• WHAT IS BEING ASKED
When you reproduce the entries below, keep each one exact and drop any pictures.
########################################
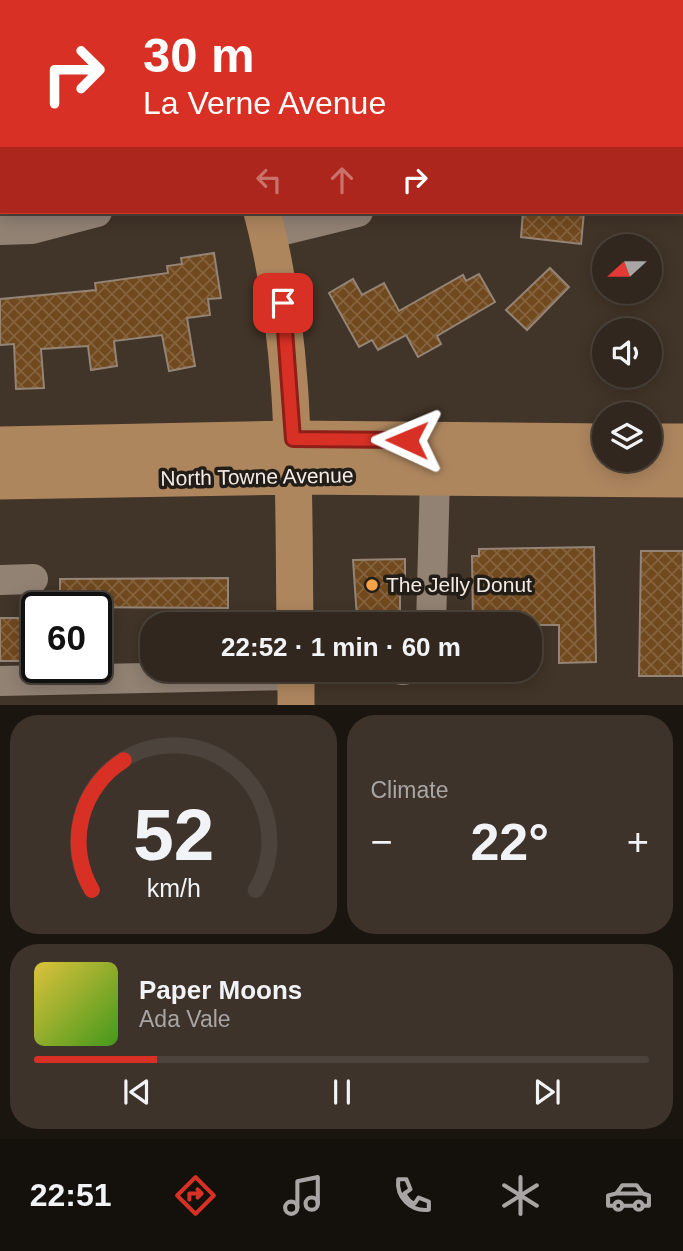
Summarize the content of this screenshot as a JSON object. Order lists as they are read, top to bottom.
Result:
{
  "streets": {
    "main road": ["North Towne Avenue"]
  },
  "places": ["The Jelly Donut"],
  "north": "left",
  "page": {
    "turn": ["30 m", "La Verne Avenue"],
    "limit": "60",
    "trip": "22:52 · 1 min · 60 m",
    "tile": "Climate",
    "heat": ["−", "22°", "+"],
    "song": ["Paper Moons", "Ada Vale"],
    "tabs": "22:51",
    "gauge": ["52", "km/h"]
  }
}
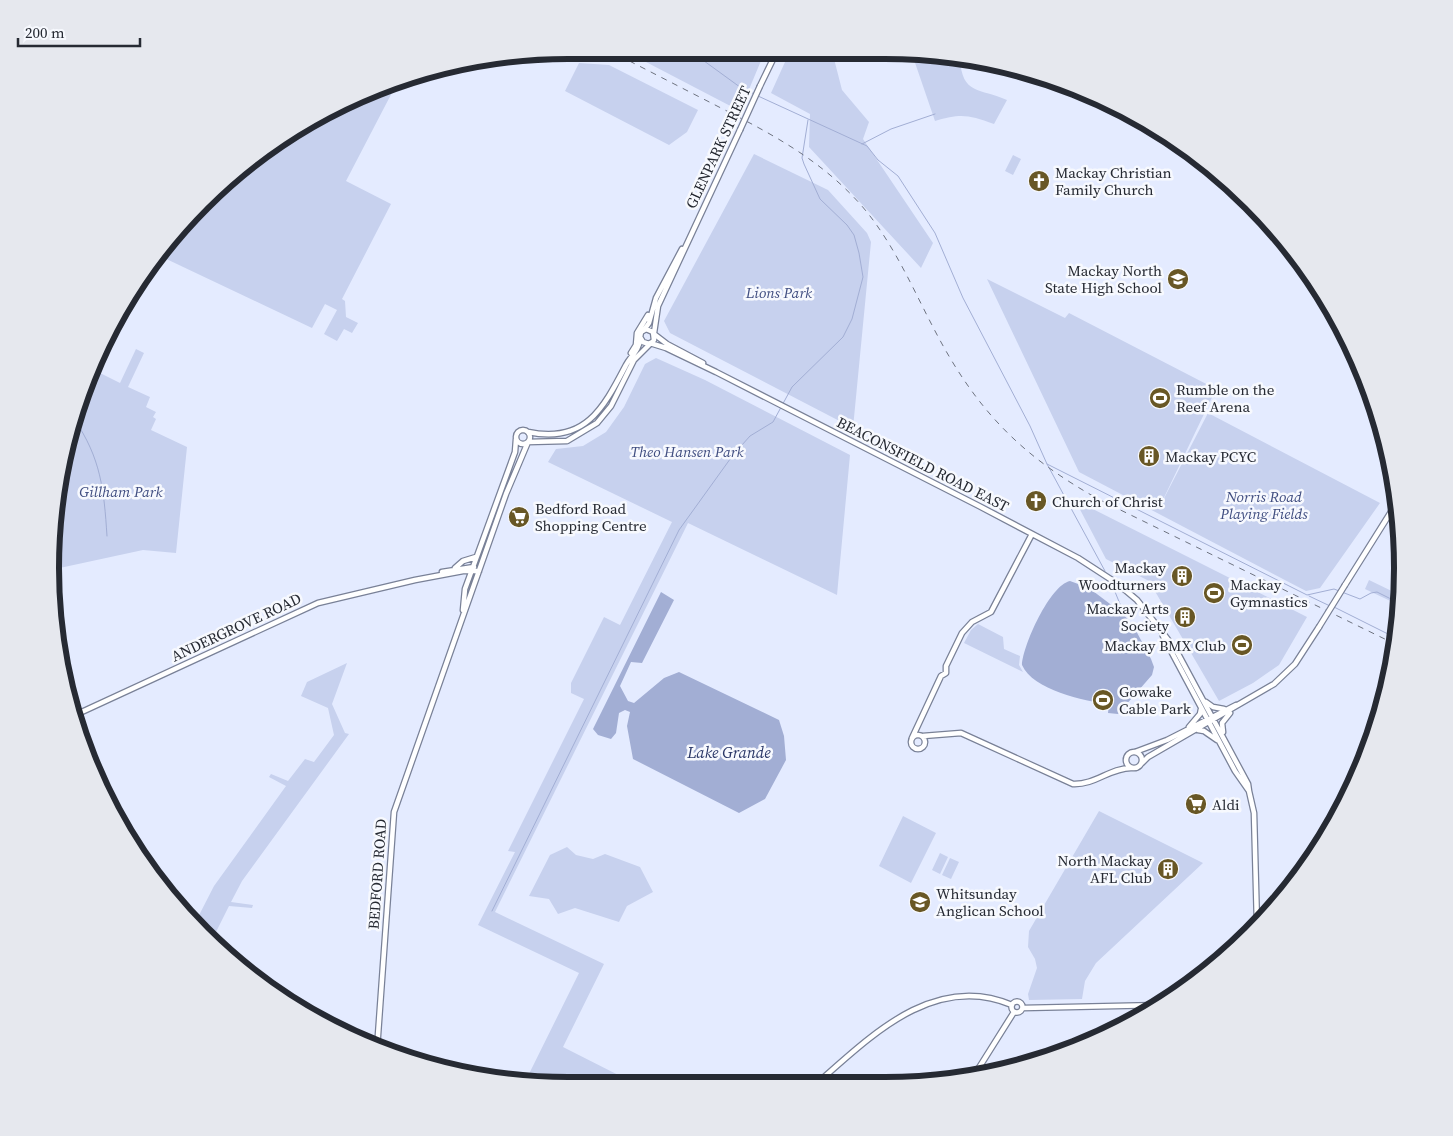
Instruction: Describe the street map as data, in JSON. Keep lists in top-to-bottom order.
{
  "streets": {
    "street": [
      "GLENPARK STREET",
      "BEACONSFIELD ROAD EAST",
      "ANDERGROVE ROAD",
      "BEDFORD ROAD"
    ]
  },
  "crossings": [
    ["GLENPARK STREET", "BEACONSFIELD ROAD EAST"],
    ["ANDERGROVE ROAD", "BEDFORD ROAD"]
  ],
  "water": ["Lake Grande"],
  "parks": [
    "Lions Park",
    "Theo Hansen Park",
    "Gillham Park",
    "Norris Road Playing Fields"
  ],
  "places": {
    "church": ["Mackay Christian Family Church", "Church of Christ"],
    "school or university": ["Mackay North State High School", "Whitsunday Anglican School"],
    "sports": [
      "Rumble on the Reef Arena",
      "Mackay Gymnastics",
      "Mackay BMX Club",
      "Gowake Cable Park"
    ],
    "building": [
      "Mackay PCYC",
      "Mackay Woodturners",
      "Mackay Arts Society",
      "North Mackay AFL Club"
    ],
    "supermarket": ["Bedford Road Shopping Centre", "Aldi"]
  },
  "scale_bar": "200 m"
}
########################################
• ANSWER FOR THE TASK
Summarize the content of this screenshot as a JSON object. Order lists as they are read, top to bottom.
Result:
{
  "streets": {
    "main road": ["North Towne Avenue"]
  },
  "places": ["The Jelly Donut"],
  "north": "left",
  "page": {
    "turn": ["30 m", "La Verne Avenue"],
    "limit": "60",
    "trip": "22:52 · 1 min · 60 m",
    "tile": "Climate",
    "heat": ["−", "22°", "+"],
    "song": ["Paper Moons", "Ada Vale"],
    "tabs": "22:51",
    "gauge": ["52", "km/h"]
  }
}
Instruction: Describe the street map as data, in JSON. Keep lists in top-to-bottom order.
{
  "streets": {
    "street": [
      "GLENPARK STREET",
      "BEACONSFIELD ROAD EAST",
      "ANDERGROVE ROAD",
      "BEDFORD ROAD"
    ]
  },
  "crossings": [
    ["GLENPARK STREET", "BEACONSFIELD ROAD EAST"],
    ["ANDERGROVE ROAD", "BEDFORD ROAD"]
  ],
  "water": ["Lake Grande"],
  "parks": [
    "Lions Park",
    "Theo Hansen Park",
    "Gillham Park",
    "Norris Road Playing Fields"
  ],
  "places": {
    "church": ["Mackay Christian Family Church", "Church of Christ"],
    "school or university": ["Mackay North State High School", "Whitsunday Anglican School"],
    "sports": [
      "Rumble on the Reef Arena",
      "Mackay Gymnastics",
      "Mackay BMX Club",
      "Gowake Cable Park"
    ],
    "building": [
      "Mackay PCYC",
      "Mackay Woodturners",
      "Mackay Arts Society",
      "North Mackay AFL Club"
    ],
    "supermarket": ["Bedford Road Shopping Centre", "Aldi"]
  },
  "scale_bar": "200 m"
}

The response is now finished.